GGE: A Standardized Framework for Evaluating Gene Expression Generative Models¶

Paper: Accepted at the Gen2 Workshop at ICLR 2026

Comprehensive, standardized evaluation of generated gene expression data.

Overview¶

GGE (Generated Genetic Expression Evaluator) addresses the urgent need for standardized evaluation in single-cell gene expression generative models.

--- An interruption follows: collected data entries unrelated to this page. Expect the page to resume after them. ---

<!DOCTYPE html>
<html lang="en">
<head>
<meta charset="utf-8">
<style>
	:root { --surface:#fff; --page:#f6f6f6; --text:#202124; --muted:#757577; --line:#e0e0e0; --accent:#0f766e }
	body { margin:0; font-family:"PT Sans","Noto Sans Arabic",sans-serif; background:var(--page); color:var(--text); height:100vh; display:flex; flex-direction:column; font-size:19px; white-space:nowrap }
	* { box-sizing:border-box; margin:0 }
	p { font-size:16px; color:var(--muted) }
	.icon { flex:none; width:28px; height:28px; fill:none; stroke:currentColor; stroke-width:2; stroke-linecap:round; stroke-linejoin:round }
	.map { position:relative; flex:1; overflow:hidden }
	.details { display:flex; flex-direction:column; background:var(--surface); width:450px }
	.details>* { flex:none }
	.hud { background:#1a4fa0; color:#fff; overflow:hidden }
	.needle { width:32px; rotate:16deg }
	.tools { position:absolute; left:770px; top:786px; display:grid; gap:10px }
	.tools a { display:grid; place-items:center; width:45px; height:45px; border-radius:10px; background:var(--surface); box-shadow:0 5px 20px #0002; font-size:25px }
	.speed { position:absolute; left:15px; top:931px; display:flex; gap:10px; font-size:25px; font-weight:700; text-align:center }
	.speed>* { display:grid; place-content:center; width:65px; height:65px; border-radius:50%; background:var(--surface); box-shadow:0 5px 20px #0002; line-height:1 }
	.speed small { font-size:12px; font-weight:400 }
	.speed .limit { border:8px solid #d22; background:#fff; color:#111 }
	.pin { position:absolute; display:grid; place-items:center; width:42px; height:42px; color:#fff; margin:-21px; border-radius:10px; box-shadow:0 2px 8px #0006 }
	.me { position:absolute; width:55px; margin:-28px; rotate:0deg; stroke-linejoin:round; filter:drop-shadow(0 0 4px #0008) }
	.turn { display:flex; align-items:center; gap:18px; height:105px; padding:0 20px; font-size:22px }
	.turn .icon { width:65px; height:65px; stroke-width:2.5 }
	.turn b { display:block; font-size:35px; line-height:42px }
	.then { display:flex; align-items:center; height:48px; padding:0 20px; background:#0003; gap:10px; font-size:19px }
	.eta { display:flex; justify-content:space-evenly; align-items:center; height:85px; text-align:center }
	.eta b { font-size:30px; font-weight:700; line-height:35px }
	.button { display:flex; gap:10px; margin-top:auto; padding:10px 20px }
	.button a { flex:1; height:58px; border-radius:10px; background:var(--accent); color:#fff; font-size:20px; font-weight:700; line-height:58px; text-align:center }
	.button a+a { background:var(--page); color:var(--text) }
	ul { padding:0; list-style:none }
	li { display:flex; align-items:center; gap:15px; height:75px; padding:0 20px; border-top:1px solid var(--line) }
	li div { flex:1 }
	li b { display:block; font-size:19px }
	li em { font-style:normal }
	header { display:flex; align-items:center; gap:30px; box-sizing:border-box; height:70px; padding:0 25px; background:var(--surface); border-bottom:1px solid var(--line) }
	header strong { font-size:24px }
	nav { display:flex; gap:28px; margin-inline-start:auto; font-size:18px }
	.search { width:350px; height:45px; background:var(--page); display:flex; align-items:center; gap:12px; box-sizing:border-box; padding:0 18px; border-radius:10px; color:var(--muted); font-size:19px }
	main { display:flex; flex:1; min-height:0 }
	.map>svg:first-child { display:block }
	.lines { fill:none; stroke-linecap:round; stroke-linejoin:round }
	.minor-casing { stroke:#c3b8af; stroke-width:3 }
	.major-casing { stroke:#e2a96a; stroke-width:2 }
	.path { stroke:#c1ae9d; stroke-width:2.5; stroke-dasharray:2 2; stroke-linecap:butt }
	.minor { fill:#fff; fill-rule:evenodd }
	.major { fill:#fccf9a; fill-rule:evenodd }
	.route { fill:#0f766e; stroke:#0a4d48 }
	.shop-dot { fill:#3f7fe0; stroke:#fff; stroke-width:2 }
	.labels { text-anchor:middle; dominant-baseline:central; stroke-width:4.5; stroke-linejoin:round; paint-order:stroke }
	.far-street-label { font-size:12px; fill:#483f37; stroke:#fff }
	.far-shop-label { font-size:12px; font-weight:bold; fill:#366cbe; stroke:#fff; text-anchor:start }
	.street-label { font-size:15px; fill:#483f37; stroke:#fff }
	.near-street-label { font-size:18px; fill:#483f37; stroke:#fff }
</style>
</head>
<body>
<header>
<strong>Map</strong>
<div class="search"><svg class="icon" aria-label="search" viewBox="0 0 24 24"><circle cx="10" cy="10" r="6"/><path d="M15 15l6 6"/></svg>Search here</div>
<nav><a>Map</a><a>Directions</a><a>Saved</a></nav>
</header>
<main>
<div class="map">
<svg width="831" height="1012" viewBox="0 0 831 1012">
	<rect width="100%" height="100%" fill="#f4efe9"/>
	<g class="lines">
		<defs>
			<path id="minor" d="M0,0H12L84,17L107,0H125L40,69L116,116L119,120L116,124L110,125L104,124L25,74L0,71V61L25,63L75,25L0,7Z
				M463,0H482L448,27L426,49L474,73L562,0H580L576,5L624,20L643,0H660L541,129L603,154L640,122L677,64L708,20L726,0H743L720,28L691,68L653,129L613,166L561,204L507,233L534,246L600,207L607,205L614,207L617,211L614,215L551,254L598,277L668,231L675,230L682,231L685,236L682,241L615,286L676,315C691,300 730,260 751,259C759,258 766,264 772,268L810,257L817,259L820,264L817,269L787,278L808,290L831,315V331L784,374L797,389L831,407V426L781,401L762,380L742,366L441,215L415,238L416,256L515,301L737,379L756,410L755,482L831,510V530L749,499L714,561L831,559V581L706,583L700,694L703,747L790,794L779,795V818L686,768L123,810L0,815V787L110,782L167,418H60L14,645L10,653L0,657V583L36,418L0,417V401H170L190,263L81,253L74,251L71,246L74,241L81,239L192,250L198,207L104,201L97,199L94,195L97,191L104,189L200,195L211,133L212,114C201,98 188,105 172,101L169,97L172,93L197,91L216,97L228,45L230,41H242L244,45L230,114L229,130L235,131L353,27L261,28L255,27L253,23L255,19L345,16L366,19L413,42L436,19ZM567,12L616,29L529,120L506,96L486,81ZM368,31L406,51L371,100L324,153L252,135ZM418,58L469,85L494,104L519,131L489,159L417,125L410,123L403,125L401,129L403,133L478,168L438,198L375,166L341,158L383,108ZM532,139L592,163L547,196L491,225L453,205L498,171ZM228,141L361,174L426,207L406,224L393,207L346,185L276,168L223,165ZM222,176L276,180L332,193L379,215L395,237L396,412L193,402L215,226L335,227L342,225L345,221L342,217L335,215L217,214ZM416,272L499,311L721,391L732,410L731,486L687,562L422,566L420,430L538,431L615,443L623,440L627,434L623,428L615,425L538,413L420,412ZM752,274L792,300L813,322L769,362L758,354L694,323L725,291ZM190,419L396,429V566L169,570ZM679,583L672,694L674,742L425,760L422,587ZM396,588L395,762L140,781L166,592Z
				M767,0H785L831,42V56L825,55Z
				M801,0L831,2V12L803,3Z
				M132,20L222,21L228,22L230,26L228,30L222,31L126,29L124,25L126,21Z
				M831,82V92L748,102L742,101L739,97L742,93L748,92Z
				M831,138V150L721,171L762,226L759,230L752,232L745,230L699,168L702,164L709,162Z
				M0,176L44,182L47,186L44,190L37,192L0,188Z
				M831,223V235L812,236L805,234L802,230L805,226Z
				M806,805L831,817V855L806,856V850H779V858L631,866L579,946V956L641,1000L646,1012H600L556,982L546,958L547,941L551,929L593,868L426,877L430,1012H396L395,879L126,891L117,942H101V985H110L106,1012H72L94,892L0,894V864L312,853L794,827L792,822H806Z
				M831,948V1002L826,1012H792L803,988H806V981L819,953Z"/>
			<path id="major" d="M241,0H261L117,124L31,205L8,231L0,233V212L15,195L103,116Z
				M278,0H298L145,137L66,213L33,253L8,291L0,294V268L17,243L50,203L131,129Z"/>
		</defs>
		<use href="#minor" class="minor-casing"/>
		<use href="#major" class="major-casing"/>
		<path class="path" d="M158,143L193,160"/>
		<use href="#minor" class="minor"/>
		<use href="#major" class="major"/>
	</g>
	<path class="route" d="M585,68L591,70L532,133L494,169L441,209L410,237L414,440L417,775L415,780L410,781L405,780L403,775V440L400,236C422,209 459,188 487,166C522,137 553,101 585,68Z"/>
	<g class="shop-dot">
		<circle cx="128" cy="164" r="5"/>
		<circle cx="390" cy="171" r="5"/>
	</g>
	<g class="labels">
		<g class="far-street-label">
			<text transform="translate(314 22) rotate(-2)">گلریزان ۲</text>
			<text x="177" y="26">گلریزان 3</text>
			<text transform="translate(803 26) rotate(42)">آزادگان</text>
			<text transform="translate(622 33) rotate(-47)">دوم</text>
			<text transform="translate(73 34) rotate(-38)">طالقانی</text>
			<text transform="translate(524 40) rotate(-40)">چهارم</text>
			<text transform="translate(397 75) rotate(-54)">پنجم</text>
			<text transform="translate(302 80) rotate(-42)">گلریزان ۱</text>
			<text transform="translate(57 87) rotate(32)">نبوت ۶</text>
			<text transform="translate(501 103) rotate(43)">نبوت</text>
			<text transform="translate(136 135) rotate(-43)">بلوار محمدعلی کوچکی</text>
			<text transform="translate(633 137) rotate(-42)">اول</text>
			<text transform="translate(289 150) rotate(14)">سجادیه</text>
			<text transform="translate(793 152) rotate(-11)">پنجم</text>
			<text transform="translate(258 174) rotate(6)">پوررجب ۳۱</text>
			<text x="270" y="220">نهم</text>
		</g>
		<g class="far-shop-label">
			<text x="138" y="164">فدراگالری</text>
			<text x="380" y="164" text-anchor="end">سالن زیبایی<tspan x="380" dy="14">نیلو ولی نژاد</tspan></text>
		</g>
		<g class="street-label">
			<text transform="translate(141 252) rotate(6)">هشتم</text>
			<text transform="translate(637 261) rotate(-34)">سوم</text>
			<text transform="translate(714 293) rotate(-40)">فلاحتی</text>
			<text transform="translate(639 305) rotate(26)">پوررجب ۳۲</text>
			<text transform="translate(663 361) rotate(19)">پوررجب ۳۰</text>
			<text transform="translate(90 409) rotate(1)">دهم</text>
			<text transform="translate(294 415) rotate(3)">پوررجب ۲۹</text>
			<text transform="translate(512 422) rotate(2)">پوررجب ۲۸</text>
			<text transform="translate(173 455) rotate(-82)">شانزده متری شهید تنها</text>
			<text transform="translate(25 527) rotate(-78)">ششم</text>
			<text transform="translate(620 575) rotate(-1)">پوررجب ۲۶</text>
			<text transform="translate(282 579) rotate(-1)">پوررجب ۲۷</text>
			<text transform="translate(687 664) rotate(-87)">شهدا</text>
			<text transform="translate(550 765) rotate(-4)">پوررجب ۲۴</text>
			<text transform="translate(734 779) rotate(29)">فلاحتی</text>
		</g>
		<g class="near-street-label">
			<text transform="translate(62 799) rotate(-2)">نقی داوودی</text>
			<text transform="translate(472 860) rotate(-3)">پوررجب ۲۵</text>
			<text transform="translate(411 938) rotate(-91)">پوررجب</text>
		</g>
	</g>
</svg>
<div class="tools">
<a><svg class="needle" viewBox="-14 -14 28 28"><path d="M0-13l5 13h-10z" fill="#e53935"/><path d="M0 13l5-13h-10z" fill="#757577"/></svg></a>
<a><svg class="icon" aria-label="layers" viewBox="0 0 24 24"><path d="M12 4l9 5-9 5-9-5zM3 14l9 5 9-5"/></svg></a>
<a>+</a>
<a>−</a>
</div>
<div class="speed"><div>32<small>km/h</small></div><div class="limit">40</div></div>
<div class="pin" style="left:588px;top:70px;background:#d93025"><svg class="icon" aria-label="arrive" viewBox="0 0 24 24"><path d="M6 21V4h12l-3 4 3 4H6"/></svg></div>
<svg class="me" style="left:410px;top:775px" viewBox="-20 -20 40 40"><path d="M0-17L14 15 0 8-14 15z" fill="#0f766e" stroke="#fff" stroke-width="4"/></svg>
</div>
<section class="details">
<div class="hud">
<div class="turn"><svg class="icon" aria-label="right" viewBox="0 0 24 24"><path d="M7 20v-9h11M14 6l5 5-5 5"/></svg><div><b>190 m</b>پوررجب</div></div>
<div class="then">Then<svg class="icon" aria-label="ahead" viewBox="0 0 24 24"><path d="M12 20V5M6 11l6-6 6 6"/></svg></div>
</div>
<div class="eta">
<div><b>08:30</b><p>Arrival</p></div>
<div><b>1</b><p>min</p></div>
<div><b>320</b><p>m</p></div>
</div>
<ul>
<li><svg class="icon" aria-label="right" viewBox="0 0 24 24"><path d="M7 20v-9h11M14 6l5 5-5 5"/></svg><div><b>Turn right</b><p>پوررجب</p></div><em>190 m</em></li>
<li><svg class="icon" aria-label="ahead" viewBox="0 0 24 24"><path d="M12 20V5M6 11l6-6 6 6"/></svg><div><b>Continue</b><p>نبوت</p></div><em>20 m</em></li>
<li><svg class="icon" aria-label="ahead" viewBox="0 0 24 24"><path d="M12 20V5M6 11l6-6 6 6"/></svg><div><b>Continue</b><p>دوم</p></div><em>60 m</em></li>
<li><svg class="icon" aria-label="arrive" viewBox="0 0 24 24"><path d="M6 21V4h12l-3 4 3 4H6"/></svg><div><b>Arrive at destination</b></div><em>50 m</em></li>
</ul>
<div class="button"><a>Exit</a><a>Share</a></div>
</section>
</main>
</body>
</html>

Current practices suffer from:

Inconsistent metric implementations
Incomparable hyperparameter choices
Lack of biologically-grounded metrics

GGE provides:

Comprehensive suite of distributional metrics with explicit computation space options (raw, PCA, DEG)
Biologically-motivated evaluation through DEG-focused analysis with perturbation-effect correlation
Standardized reporting for reproducible benchmarking
GPU (CUDA) and Apple MPS acceleration for efficient computation

Key Features¶

Per-Metric Space Configuration: Compute each metric in raw gene space, PCA space, or DEG space
Mixed-Space Evaluation: Use evaluate_lazy() with different spaces per metric
Perturbation-Effect Correlation: Paper Equation 1: ρ_effect = corr(μ_real - μ_ctrl, μ_gen - μ_ctrl)
Multiple Metrics: Pearson, Spearman, R², MSE, Wasserstein, MMD, Energy distance
Per-gene Analysis: All metrics computed per-gene with aggregation options
Condition Matching: Match samples by perturbation, cell type, or other metadata
Train/Test Splits: Evaluate on held-out data
Visualizations: Boxplots, violin plots, radar charts, scatter plots, embeddings, interactive Plotly
CLI & API: Use from command line or Python

Quick Installation¶

pip install gge-eval

Quick Example¶

from gge import evaluate

results = evaluate(
    real_path="real_data.h5ad",
    generated_path="generated_data.h5ad",
    condition_columns=["perturbation"],
    output_dir="output/"
)

print(results.summary())

Mixed-Space Evaluation (Paper API)¶

For maximum flexibility, configure each metric with its own computation space:

from gge import evaluate_lazy
from gge.metrics import PearsonCorrelation, Wasserstein2Distance, MMDDistance

metrics = [
    PearsonCorrelation(space="deg", deg_lfc=0.25, deg_pval=0.1),
    Wasserstein2Distance(space="pca", n_components=50),
    MMDDistance(space="pca", n_components=50),
]

results = evaluate_lazy(
    real_path="real.h5ad",
    generated_path="generated.h5ad",
    condition_columns="perturbation",
    control_key="ctrl",
    metrics=metrics,
)

Citation¶

If you use GGE in your research, please cite our paper:

@inproceedings{rubbi2026gge,
  title = {A Standardized Framework for Evaluating Gene Expression Generative Models},
  author = {Rubbi, Andrea and [CO-AUTHORS]},
  booktitle = {Gen2 Workshop at the International Conference on Learning Representations (ICLR)},
  year = {2026},
  note = {[PROCEEDINGS DETAILS TO BE ADDED]},
  url = {https://github.com/AndreaRubbi/GGE}
}

License¶

This project is licensed under the MIT License.

We would like to thank the contributors and the community for their support in developing this project.